Leighton Andrews
Does the First Minister agree that the biggest impact on poverty in Wales is caused by the UK Government’s welfare cuts, such as the bedroom tax? Does he also agree with me that the impact of the latest proposals of the UK Government to make claimants sign in at job centres on a daily basis could mean that many of my constituents would have to pay more than half their benefit in travel costs?

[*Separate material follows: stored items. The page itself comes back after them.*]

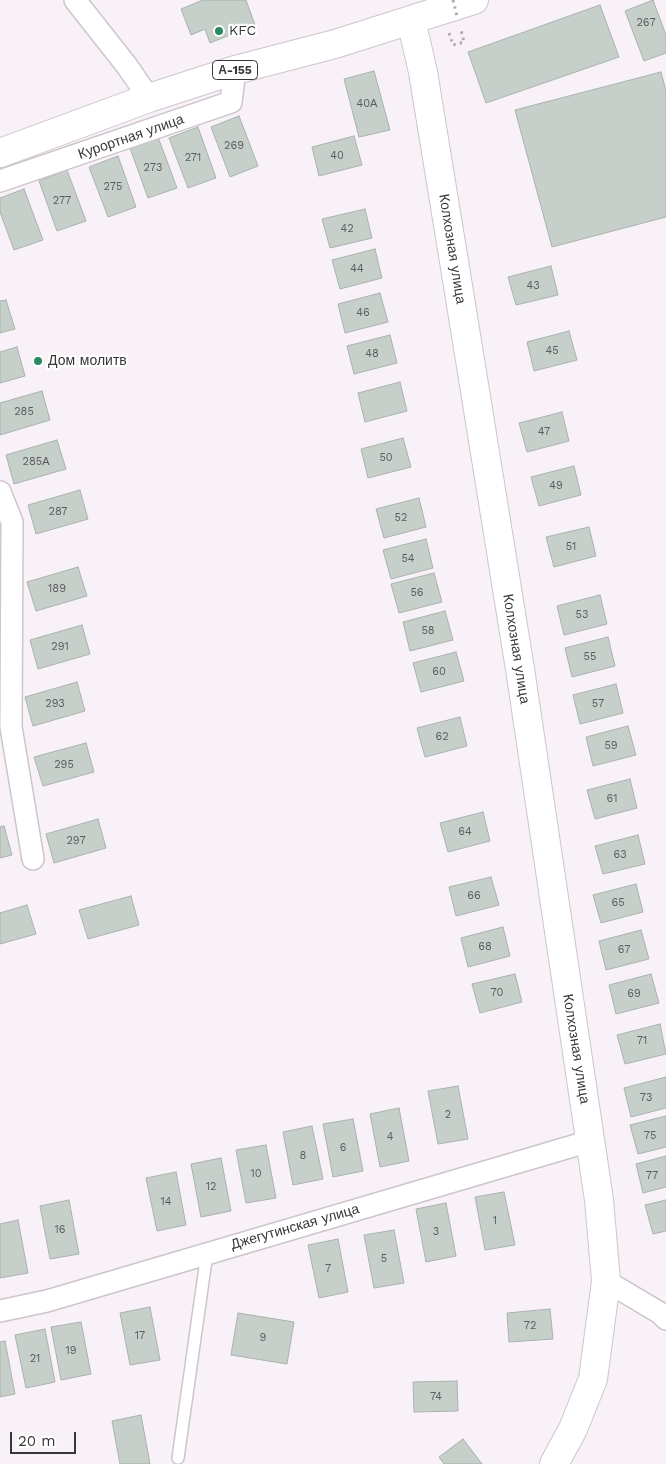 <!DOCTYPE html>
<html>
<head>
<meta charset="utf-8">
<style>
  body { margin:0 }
  #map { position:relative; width:666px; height:1464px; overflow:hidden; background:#f8f1f8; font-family:"Work Sans",sans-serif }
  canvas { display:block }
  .scale { position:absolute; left:10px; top:1432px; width:66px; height:22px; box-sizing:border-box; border:2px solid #393639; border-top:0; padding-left:6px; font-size:15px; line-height:18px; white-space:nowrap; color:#393639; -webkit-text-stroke:4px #fff; paint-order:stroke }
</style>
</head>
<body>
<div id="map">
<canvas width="666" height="1464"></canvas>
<div class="scale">20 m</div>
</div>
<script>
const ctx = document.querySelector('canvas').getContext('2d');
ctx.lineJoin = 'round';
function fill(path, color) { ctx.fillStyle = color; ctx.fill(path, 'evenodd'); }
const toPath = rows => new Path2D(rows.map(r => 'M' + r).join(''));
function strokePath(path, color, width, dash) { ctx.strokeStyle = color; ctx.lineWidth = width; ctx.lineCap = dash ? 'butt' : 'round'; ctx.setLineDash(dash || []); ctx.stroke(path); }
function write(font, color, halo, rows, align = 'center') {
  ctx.font = font + ' "Work Sans",sans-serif'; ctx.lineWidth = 4.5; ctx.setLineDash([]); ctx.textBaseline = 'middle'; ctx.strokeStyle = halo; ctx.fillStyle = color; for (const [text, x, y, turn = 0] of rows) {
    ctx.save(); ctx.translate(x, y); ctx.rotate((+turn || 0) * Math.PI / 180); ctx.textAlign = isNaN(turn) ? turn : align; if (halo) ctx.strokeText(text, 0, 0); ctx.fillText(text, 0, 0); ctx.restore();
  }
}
const building = toPath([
  [203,0,246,0,255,25,210,43,205,29,191,35,181,9,203,0],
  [653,0,666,35,666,53,644,61,625,11,653,0],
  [600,5,619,57,486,103,468,52,600,5],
  [374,71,390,130,359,137,344,79,374,71],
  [661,72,666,91,666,217,552,247,515,110,661,72],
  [239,116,258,166,230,177,211,127,239,116],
  [198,127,216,178,188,188,169,138,198,127],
  [354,136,362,165,319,176,312,147,354,136],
  [158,137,177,188,148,198,130,148,158,137],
  [118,156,136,207,108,217,89,167,118,156],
  [67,170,86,221,57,231,39,181,67,170],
  [24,189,43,240,14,250,0,212,0,198,24,189],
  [365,209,372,238,330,248,322,219,365,209],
  [375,249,382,278,340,289,332,260,375,249],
  [551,266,558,295,516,305,508,277,551,266],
  [380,293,388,322,345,333,338,304,380,293],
  [6,300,15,329,0,333,0,301,6,300],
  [569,331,577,360,534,371,527,342,569,331],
  [390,335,397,363,354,374,347,346,390,335],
  [17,347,25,376,0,383,0,352,17,347],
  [400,382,407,411,365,422,358,393,400,382],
  [42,391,50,420,0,435,0,403,42,391],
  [562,412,569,441,527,452,519,423,562,412],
  [403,438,411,467,368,478,361,449,403,438],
  [57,440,66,469,14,484,6,455,57,440],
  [574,466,581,495,539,506,531,477,574,466],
  [80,490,88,519,36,534,28,505,80,490],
  [419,498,426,527,384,538,376,509,419,498],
  [589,527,596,556,554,567,546,537,589,527],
  [426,539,433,568,391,579,383,550,426,539],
  [78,567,87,596,36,611,27,582,78,567],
  [434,573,442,602,399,613,391,584,434,573],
  [600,595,607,624,564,635,557,606,600,595],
  [445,611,453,640,410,651,403,622,445,611],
  [82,625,90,654,38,669,30,640,82,625],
  [608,637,615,666,572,677,565,648,608,637],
  [456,652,464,681,421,692,413,663,456,652],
  [77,682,85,711,33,726,25,697,77,682],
  [616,684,623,713,580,724,573,695,616,684],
  [460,717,467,746,425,757,417,728,460,717],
  [628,726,636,755,593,766,586,737,628,726],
  [86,743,94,772,43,786,34,757,86,743],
  [630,779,637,808,595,819,587,790,630,779],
  [483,812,490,841,448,852,440,823,483,812],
  [98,819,106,848,54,863,46,834,98,819],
  [4,826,12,855,0,858,0,827,4,826],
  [638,835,645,864,603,874,595,846,638,835],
  [491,877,499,905,456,916,449,887,491,877],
  [636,884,643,912,601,923,593,895,636,884],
  [131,896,139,925,88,939,79,910,131,896],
  [27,905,36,934,0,944,0,913,27,905],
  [503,927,510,956,468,967,461,938,503,927],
  [641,930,649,959,606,970,599,941,641,930],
  [515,974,522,1002,480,1013,472,984,515,974],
  [651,974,659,1003,616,1014,609,985,651,974],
  [660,1024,666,1054,625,1064,617,1035,660,1024],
  [666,1077,666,1108,631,1117,624,1088,666,1077],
  [458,1086,468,1139,438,1144,428,1091,458,1086],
  [399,1108,409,1161,380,1167,370,1114,399,1108],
  [666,1116,666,1147,638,1154,630,1125,666,1116],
  [353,1119,363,1171,333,1177,323,1124,353,1119],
  [312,1126,323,1179,293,1185,283,1132,312,1126],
  [266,1145,276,1198,246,1203,236,1150,266,1145],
  [666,1156,666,1187,643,1193,636,1164,666,1156],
  [221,1158,231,1211,201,1217,191,1164,221,1158],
  [176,1172,186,1225,157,1231,146,1178,176,1172],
  [504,1192,515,1245,485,1250,475,1197,504,1192],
  [69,1200,79,1254,50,1259,40,1206,69,1200],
  [666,1200,666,1231,653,1234,645,1205,666,1200],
  [446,1203,456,1256,426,1262,416,1209,446,1203],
  [18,1220,28,1273,0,1278,0,1224,18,1220],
  [394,1230,404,1283,374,1288,364,1235,394,1230],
  [338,1239,348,1292,319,1298,308,1245,338,1239],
  [150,1307,160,1360,130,1365,120,1313,150,1307],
  [550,1309,553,1339,509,1342,507,1313,550,1309],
  [238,1313,294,1322,287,1364,231,1355,238,1313],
  [81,1322,91,1374,61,1380,51,1327,81,1322],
  [45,1329,55,1382,26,1388,15,1335,45,1329],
  [5,1341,15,1394,0,1397,0,1342,5,1341],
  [457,1381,458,1411,414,1412,413,1382,457,1381],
  [141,1415,150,1464,120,1464,112,1421,141,1415],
  [463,1439,482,1464,444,1464,439,1457,463,1439]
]);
fill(building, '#c6cfca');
strokePath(building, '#a9b2ad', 1);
const lane = toPath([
  [178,1458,207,1253]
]);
const street = toPath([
  [75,0,127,66,149,98],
  [0,181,231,102,235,70],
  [0,492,12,522,11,727,33,859],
  [606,1281,660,1313,666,1319],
  [0,1311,47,1301,590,1141]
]);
const secondary = toPath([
  [411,20,423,72,459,292,520,669,599,1200,606,1281,593,1379,573,1429,554,1464]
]);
const primary = toPath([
  [0,153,149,98,235,70,335,44,474,0]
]);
strokePath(lane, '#cdc5cc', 14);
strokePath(street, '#cdc5cc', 24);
strokePath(secondary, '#cdc5cc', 30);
strokePath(primary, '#cdc5cc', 30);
strokePath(toPath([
  [449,33,453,45,464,42,461,30]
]), '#b3adb3', 3, [2.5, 4]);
strokePath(lane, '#fff', 11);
strokePath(street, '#fff', 21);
strokePath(secondary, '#fff', 28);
strokePath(primary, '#fff', 28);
strokePath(toPath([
  [453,0,457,16]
]), '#b3adb3', 3, [2.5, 4]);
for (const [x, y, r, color] of [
  [219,31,5,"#298961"],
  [38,361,5,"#298961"]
]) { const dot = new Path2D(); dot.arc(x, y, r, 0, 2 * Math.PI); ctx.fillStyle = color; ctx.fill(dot); strokePath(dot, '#fff', 2); }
write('11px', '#5c5c5d', null, [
  ["267",646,23],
  ["40А",367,104],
  ["269",234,146],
  ["40",337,156],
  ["271",193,158],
  ["273",153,168],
  ["275",113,187],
  ["277",62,201],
  ["42",347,229],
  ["44",357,269],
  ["43",533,286],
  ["46",363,313],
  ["45",552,351],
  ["48",372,354],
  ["285",24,412],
  ["47",544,432],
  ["50",386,458],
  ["285А",36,462],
  ["49",556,486],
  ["287",58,512],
  ["52",401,518],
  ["51",571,547],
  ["54",408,559],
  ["189",57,589],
  ["56",417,593],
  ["53",582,615],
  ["58",428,631],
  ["291",60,647],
  ["55",590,657],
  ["60",439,672],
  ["293",55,704],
  ["57",598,704],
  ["62",442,737],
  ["59",611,746],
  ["295",64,765],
  ["61",612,799],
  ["64",465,832],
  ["297",76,841],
  ["63",620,855],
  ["66",474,896],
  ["65",618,903],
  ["68",485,947],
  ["67",624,950],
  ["70",497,993],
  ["69",634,994],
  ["71",642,1041],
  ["73",646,1098],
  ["2",448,1115],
  ["75",650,1136],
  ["4",390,1137],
  ["6",343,1148],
  ["8",303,1156],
  ["10",256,1174],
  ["77",652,1176],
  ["12",211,1187],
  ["14",166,1202],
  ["1",495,1221],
  ["16",60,1230],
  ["3",436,1232],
  ["5",384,1259],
  ["7",328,1269],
  ["72",530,1326],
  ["17",140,1336],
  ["9",263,1338],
  ["19",71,1351],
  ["21",35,1359],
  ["74",436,1397]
]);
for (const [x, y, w] of [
  [235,70,45]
]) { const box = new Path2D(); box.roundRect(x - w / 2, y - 9.5, w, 19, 4); ctx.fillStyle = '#fff'; ctx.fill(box); strokePath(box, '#393639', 1); }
write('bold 12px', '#393639', null, [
  ["А-155",235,70]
]);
write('14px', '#393639', '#fff', [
  ["KFC",229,31],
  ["Дом молитв",48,361]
], 'left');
write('14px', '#393639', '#fff', [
  ["Курортная улица",131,137,-19],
  ["Колхозная улица",452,249,81],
  ["Колхозная улица",516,649,81],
  ["Колхозная улица",576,1049,81],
  ["Джегутинская улица",295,1227,-16]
]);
</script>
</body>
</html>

Finally, is the First Minister aware that today the Prime Minister has said that he does not know the price of a loaf of bread because he uses a breadmaker? I think that the breadmaker is called Clegg. Does the First Minister agree with me that the clear message going out from the UK Government to those in poverty is that they should buy a breadmaker?
Carwyn Jones
Y Prif Weinidog / The First Minister
‘Give us this day our daily bread’ says the Lord’s Prayer. That is not something that the UK Government is providing for the vast majority of people. ‘Give us this day our daily breadmaker’ sounds more like it. However, I think the point is a serious one, and it is this: with the bedroom tax—[Interruption.] What is the price of a loaf of bread? It depends what type it is. It varies between 60p and £2.50, depending on where you buy it and what type of bread it is. It is like asking what the price of a car is. [Interruption.]
Y Dirprwy Lywydd / The Deputy Presiding Officer
Order. The hubbub has now got to the scale where I cannot hear what is going on. I do know the price of bread, so I did not need that information. First Minister, you really should not react to sedentary comments, ever.
Carwyn Jones
Y Prif Weinidog / The First Minister
As somebody who is often told by people in Bridgend, ‘It’s nice to see you out shopping in the local shops’, that is something that I am more than familiar with. I am given the task, when I am free, to go shopping, so I am familiar with the price of bread and litres of milk.
The serious point here is this: there are people who will be suffering as a result of these benefit cuts. The point that the Member for the Rhondda makes about travel costs is a serious point. People will now have to lose money in order to sign in, for no apparent purpose or reason; it will not help them to get jobs and to reduce the number of people who are unemployed. It is the same with the idea that people who are long-term unemployed should be made to work. That is an argument that many people in Wales would find attractive, I understand that, but it is not an attractive argument if it means that those people would be doing work that people who are paid to do it can no longer do, and they lose their jobs as a result. We know from the bedroom tax and the benefit cuts that the reality is that the message the Tories and the Lib Dems are trying to project is that people who are unemployed have only themselves to blame. That is what they are saying. The people who are being made redundant—it is their own fault. The people who lose their jobs because of the economic conditions created by the UK Government—it is their fault. That is the narrative that they are trying to construct, but the reality is that none of them understands the true cost on individuals and families in Wales of the benefit cuts that their Government is taking forward.